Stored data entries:
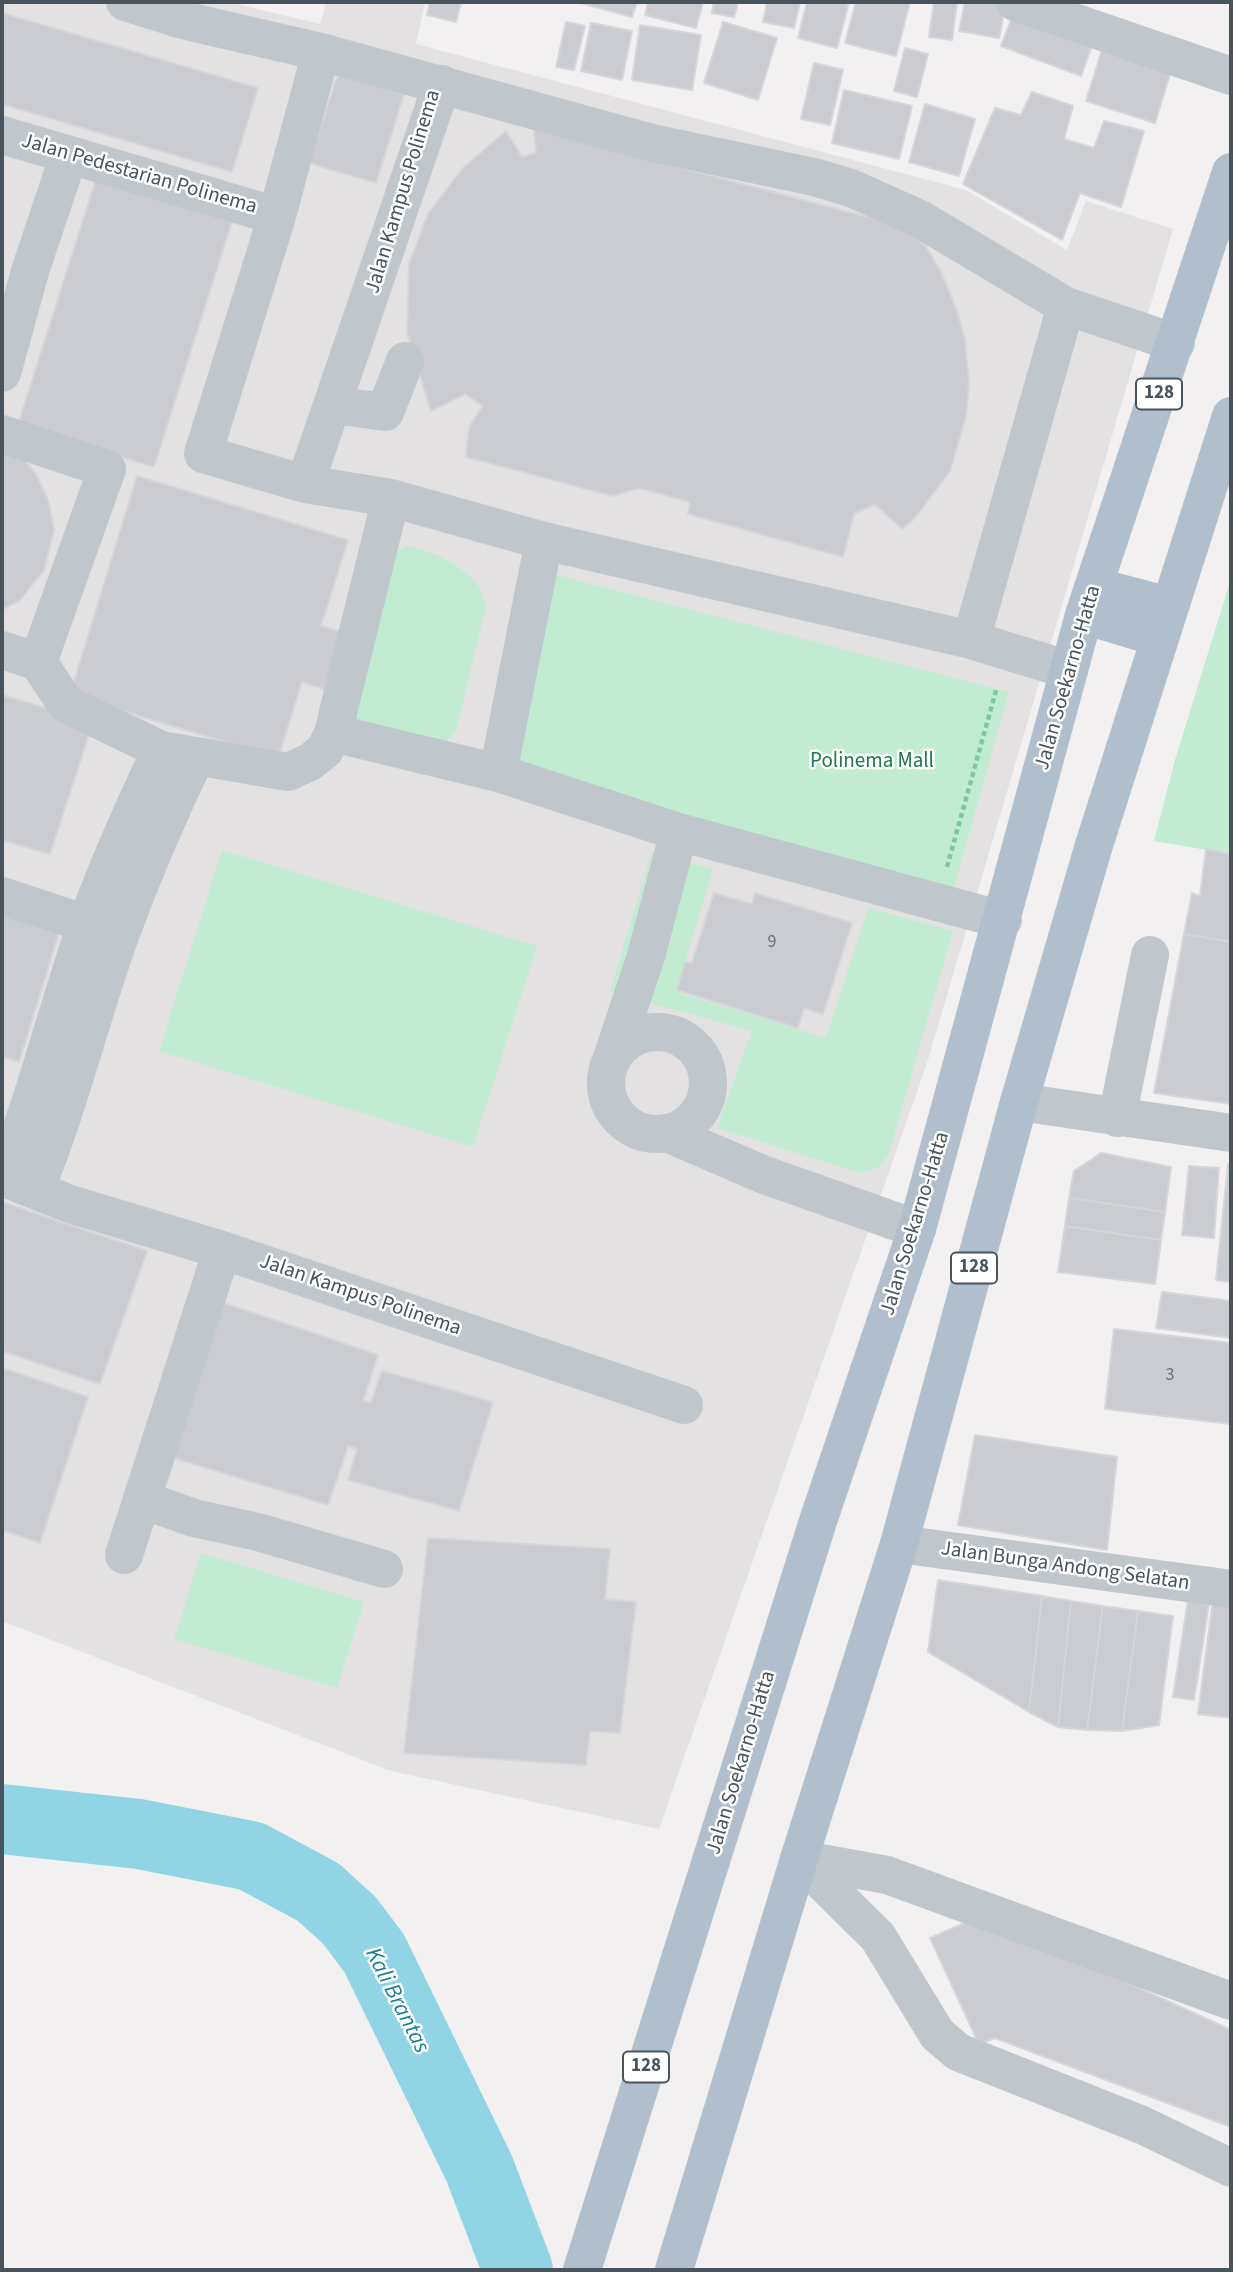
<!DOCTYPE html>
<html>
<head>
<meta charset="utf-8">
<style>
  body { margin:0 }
  #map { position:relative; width:1233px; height:2272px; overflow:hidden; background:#f2f0f0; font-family:"Source Sans 3",sans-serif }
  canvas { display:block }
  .frame { position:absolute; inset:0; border:4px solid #49535c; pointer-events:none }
</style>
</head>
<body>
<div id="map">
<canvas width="1233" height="2272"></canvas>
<div class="frame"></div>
</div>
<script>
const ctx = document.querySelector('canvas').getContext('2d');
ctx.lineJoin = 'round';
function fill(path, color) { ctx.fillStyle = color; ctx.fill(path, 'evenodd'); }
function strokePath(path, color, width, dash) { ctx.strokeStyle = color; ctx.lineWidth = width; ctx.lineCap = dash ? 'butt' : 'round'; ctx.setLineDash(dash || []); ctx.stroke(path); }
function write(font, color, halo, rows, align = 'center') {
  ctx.font = font + ' "Source Sans 3",sans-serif'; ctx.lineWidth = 5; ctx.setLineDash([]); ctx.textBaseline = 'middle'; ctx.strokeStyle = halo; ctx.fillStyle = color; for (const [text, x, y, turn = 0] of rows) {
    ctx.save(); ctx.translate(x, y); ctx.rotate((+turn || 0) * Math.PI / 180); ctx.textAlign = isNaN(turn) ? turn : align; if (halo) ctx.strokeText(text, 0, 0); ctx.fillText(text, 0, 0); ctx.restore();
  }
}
const education = new Path2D(`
  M 2,2 L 229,2 L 320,24 L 326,2 L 425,2 L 416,44 L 966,190 L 1067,250 L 1086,201 L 1173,229 L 927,1063 L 659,1829 L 391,1771 L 2,1621 Z`);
const green = new Path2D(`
  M 407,546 C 431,550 463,565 478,585 C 482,591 483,600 486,606 L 456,731 L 447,741 L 356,725 L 345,711 L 389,555 Z
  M 537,570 L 1009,692 L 953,891 L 481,762 Z
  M 1229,585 L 1231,585 L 1231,854 L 1154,841 L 1175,760 Z
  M 222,850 L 537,946 L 473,1147 L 159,1051 Z
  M 652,851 L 713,869 L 676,992 L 826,1038 L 868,908 L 953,931 L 888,1156 L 877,1168 L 860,1173 L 717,1128 L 752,1031 L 610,992 Z
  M 201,1553 L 364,1602 L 337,1688 L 174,1639 Z`);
const river = new Path2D(`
  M 2,1819 L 139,1834 L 251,1856 L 318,1892 L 349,1920 L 374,1953 L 479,2168 L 518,2270`);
const building = new Path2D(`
  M 430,2 L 461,2 L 456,22 L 427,15 Z
  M 577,2 L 637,2 L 632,17 Z
  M 648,2 L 703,2 L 696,28 L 645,15 Z
  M 714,2 L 738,2 L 734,17 L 712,13 Z
  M 767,2 L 800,2 L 794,28 L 763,22 Z
  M 807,2 L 849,2 L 837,48 L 798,38 Z
  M 856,2 L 910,2 L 896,56 L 845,43 Z
  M 934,2 L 957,2 L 952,40 L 929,37 Z
  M 965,2 L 1006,2 L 999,38 L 959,31 Z
  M 1016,7 L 1095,37 L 1081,76 L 1001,46 Z
  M 2,13 L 258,88 L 232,172 L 2,104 Z
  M 566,22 L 585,26 L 574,70 L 556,67 Z
  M 723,22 L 777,38 L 758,100 L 704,83 Z
  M 591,23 L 632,31 L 622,80 L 581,71 Z
  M 640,25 L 701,35 L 692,90 L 632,80 Z
  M 1106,37 L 1175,58 L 1155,123 L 1086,101 Z
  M 905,48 L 928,54 L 917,97 L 894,91 Z
  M 814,63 L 843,70 L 830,125 L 801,119 Z
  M 338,74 L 404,94 L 376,183 L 309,163 Z
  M 844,90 L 912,106 L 899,159 L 832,143 Z
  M 1032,92 L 1073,106 L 1064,139 L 1094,148 L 1104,121 L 1144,131 L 1121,207 L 1080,193 L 1062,240 L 963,184 L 995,108 L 1021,115 Z
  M 925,104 L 975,119 L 959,176 L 909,162 Z
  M 534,129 L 905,227 L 926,247 L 941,272 L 957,311 L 965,339 L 969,384 L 966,416 L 950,471 L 914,519 L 902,529 L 875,504 L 854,514 L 843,557 L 688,514 L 690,502 L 639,488 L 613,496 L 466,457 L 469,427 L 483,406 L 465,394 L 431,411 L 407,332 L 409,264 L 428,214 L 462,169 L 506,131 L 522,157 L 536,153 Z
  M 98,173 L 234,215 L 154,467 L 18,425 Z
  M 2,443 L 18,452 L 36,474 L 48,500 L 54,530 L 44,570 L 20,600 L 2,610 Z
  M 137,476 L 348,540 L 321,626 L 351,635 L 333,692 L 302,682 L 278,758 L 70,695 Z
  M 2,695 L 93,722 L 50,854 L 2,840 Z
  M 1206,849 L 1231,854 L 1231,942 L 1184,934 L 1192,893 L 1200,896 Z
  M 714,893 L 752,904 L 755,893 L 852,923 L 823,1014 L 804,1008 L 798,1028 L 677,990 L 685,962 L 692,963 Z
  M 2,912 L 60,929 L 19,1062 L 2,1056 Z
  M 1184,934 L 1231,942 L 1231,1104 L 1154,1093 Z
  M 1101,1153 L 1171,1167 L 1165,1212 L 1069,1198 L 1074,1171 Z
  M 1228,1164 L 1231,1164 L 1231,1282 L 1216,1280 Z
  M 1189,1166 L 1219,1168 L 1214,1238 L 1182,1235 Z
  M 1069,1198 L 1165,1212 L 1161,1240 L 1065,1226 Z
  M 2,1202 L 147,1251 L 100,1384 L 2,1351 Z
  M 1065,1226 L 1161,1240 L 1155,1284 L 1058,1272 Z
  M 1162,1292 L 1231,1301 L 1231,1338 L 1156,1328 Z
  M 221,1302 L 378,1355 L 363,1401 L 371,1402 L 382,1371 L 493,1402 L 459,1511 L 348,1480 L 357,1449 L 348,1446 L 328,1505 L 167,1456 Z
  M 1114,1329 L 1231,1343 L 1231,1424 L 1105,1409 Z
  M 2,1368 L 88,1397 L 40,1543 L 2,1530 Z
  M 975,1435 L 1117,1457 L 1107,1550 L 958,1525 Z
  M 428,1538 L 610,1549 L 605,1599 L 636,1602 L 620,1733 L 590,1731 L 586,1765 L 404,1753 Z
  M 938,1580 L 1042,1596 L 1029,1712 L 928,1652 Z
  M 1042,1596 L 1071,1601 L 1058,1727 L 1029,1712 Z
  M 1188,1600 L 1209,1603 L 1194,1700 L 1173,1697 Z
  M 1213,1600 L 1231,1602 L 1231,1718 L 1198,1714 Z
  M 1071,1601 L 1103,1606 L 1087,1730 L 1058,1727 Z
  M 1103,1606 L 1138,1611 L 1122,1731 L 1087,1730 Z
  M 1138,1611 L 1173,1616 L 1159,1725 L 1122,1731 Z
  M 981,1916 L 1231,2030 L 1231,2127 L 995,2038 L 979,2044 L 930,1938 Z`);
const path = new Path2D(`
  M 947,867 L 997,687`);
const minor = new Path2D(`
  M 125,2 L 182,20 L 321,52 L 652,143 L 814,177 L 851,188 L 920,219 L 1066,306
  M 1015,2 L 1231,76
  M 321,52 L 277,216 L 203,454 L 305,484 L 391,498
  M 2,135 L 277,216
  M 2,373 L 31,268 L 69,155
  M 333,405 L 385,412 L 405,361
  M 2,434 L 107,469 L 38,662 L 2,650
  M 305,484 L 442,84
  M 544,541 L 971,640 L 1069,670
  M 971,640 L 1066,306 L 1176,343
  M 38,662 L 66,704 L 161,750 L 288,772 L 310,762 L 325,750 L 333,733 L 498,773 L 679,832 L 1003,920
  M 333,733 L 391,498 L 544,541 L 498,773
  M 2,896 L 87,924
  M606 1083a51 51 0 1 1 102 0a51 51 0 1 1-102 0Z
  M 611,1061 L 646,956 L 679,832
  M 1019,1102 L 1231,1133
  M 1117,1118 L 1150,955
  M 667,1133 L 762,1174 L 917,1229
  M 2,1177 L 70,1204 L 222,1250 L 684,1405
  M 3,1178 C 37,1094 57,1008 87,923 C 108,864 134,807 161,750
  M 35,1190 C 70,1106 90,1018 121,933 C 143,873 168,815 196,757
  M 143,1500 L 194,1518 L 258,1532 L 384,1569
  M 899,1544 L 1231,1589
  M 124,1555 L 222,1250
  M 799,1859 L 878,1937 L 937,2034 L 958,2052 L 1142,2125 L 1231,2168
  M 799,1859 L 887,1875 L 1231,2001`);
const major = new Path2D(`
  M 1094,586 L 1170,606
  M 1084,615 L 1160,638
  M 582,2270 L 819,1518 L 917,1229 L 1084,615 L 1231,172
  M 674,2270 L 799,1859 L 899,1544 L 1019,1102 L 1094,845 L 1231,416`);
const numberNames = [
  ["9",772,943],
  ["3",1170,1376]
];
const shields = [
  [1159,394,46],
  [974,1268,46],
  [646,2067,46]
];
const shieldNames = [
  ["128",1159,394],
  ["128",974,1268],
  ["128",646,2067]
];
const streetNames = [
  ["Jalan Pedestarian Polinema",139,175,16],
  ["Jalan Kampus Polinema",404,192,-73],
  ["Jalan Soekarno-Hatta",1069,678,-74],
  ["Jalan Soekarno-Hatta",916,1224,-73],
  ["Jalan Kampus Polinema",360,1296,19],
  ["Jalan Bunga Andong Selatan",1065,1567,8],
  ["Jalan Soekarno-Hatta",742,1763,-73]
];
const parkNames = [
  ["Polinema Mall",872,762]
];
const waterNames = [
  ["Kali Brantas",396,2001,63]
];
fill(education, '#e3e1e1');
fill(green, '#c1ecd2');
strokePath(river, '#91d4e6', 70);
fill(building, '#caccd2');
strokePath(building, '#d4d6db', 2);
strokePath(path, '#7bc8a3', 4.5, [5, 3.5]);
strokePath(minor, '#bfc7cd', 38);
strokePath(major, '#b1bfcc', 38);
write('18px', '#69717a', null, numberNames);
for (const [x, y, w] of shields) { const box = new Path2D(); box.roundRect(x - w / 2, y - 15.5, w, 31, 5); ctx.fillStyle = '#fff'; ctx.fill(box); strokePath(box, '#49535c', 2); }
write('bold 19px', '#49535c', null, shieldNames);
write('21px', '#49535c', '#fff', streetNames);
write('21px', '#1d794c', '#fff', parkNames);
write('italic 23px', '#167e9b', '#fff', waterNames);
</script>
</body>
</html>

- [Task description] Which lines in the records above contain the word "strokeStyle"? Return each of them.

- [Response to the exercise]
function strokePath(path, color, width, dash) { ctx.strokeStyle = color; ctx.lineWidth = width; ctx.lineCap = dash ? 'butt' : 'round'; ctx.setLineDash(dash || []); ctx.stroke(path); }
  ctx.font = font + ' "Source Sans 3",sans-serif'; ctx.lineWidth = 5; ctx.setLineDash([]); ctx.textBaseline = 'middle'; ctx.strokeStyle = halo; ctx.fillStyle = color; for (const [text, x, y, turn = 0] of rows) {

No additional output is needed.